International Journal of Population Data Science (Dec 2020)

How Are Linkage Results Using Privacy-Preserving Record Linkage Different?

  • Michael Jarrett,
  • Brent Hills,
  • Yinshan Zhao,
  • Adrian Brown,
  • Sean Randall,
  • James Boyd,
  • Anna Ferrante,
  • Kimberlyn McGrail

Journal volume & issue
Vol. 5, no. 5

Abstract

Read online

Introduction Privacy-Preserving Record Linkage (PPRL) presents opportunities to improve privacy protection when performing record linkage on the most sensitive data. Currently our linkage agency performs all linkages in clear text, but expansion of data sources is now including extremely sensitive data, such as justice data. Understanding that specific circumstances may demand different approaches to linkage, we evaluated a PPRL algorithm implemented through the LinXmart software.

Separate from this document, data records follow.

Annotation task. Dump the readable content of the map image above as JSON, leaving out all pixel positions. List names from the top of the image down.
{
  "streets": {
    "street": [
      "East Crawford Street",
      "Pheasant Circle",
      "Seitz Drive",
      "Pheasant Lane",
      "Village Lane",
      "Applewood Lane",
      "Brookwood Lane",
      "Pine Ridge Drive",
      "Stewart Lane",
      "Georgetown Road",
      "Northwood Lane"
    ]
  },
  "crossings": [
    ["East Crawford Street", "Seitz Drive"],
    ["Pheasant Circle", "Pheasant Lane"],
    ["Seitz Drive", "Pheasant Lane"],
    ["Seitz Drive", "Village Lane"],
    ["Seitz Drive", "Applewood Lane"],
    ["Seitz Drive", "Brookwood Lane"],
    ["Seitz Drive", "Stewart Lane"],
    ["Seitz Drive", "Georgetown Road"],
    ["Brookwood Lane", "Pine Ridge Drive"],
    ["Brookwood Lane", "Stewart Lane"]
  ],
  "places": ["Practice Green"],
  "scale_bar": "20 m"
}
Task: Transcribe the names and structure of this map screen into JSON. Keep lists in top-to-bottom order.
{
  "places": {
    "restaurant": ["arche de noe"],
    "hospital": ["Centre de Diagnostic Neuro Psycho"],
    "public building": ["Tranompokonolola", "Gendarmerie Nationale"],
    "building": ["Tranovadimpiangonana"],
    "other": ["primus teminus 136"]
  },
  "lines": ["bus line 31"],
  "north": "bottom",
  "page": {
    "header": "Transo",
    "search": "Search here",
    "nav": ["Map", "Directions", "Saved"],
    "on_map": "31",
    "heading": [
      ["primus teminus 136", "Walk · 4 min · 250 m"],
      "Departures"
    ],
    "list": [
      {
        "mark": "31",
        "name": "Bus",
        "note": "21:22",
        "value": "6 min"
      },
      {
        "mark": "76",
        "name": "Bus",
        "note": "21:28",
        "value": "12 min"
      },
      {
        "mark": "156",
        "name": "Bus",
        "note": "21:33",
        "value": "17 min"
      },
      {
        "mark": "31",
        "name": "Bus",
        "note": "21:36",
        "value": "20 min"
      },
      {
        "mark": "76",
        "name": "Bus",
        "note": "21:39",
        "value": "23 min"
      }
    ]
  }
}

This is the first real-world evaluation of PPRL in British Columbia and among the first in Canada. Objectives and Approach Our standard linkage method is probabilistic and relies on rules established by analysts to determine accepted links. Datasets are linked to a population spine (N=8,440,442) containing all current and past residents of the province. LinXmart was configured to link to the top weighted candidate above a predetermined confidence threshold. We evaluated performance by comparing the standard method to PPRL for three increasingly complex (messy) datasets. Initial results on the simplest/cleanest dataset informed an iterative process to improve implementation of PPRL. Results Overall linkage rates were lower for standard linkage (81%) compared to PPRL (90%). Records with a unique ID linked at similarly high rates in clear-text and PPRL, while the performance of PPRL with records without the unique ID varied depending on the exact parameters chosen for the match threshold and field comparisons. Conclusion / Implications This work suggests that for datasets that include a well-populated unique identifier, PPRL can be implemented in real-world linkages without a substantial drop-off in linkage quality. Messier data require careful tuning of linkage parameters to match the performance of clear linkage. PPRL may best be used in cases where clear text identifiers cannot be shared, and where some degradation in linkage rates is acceptable.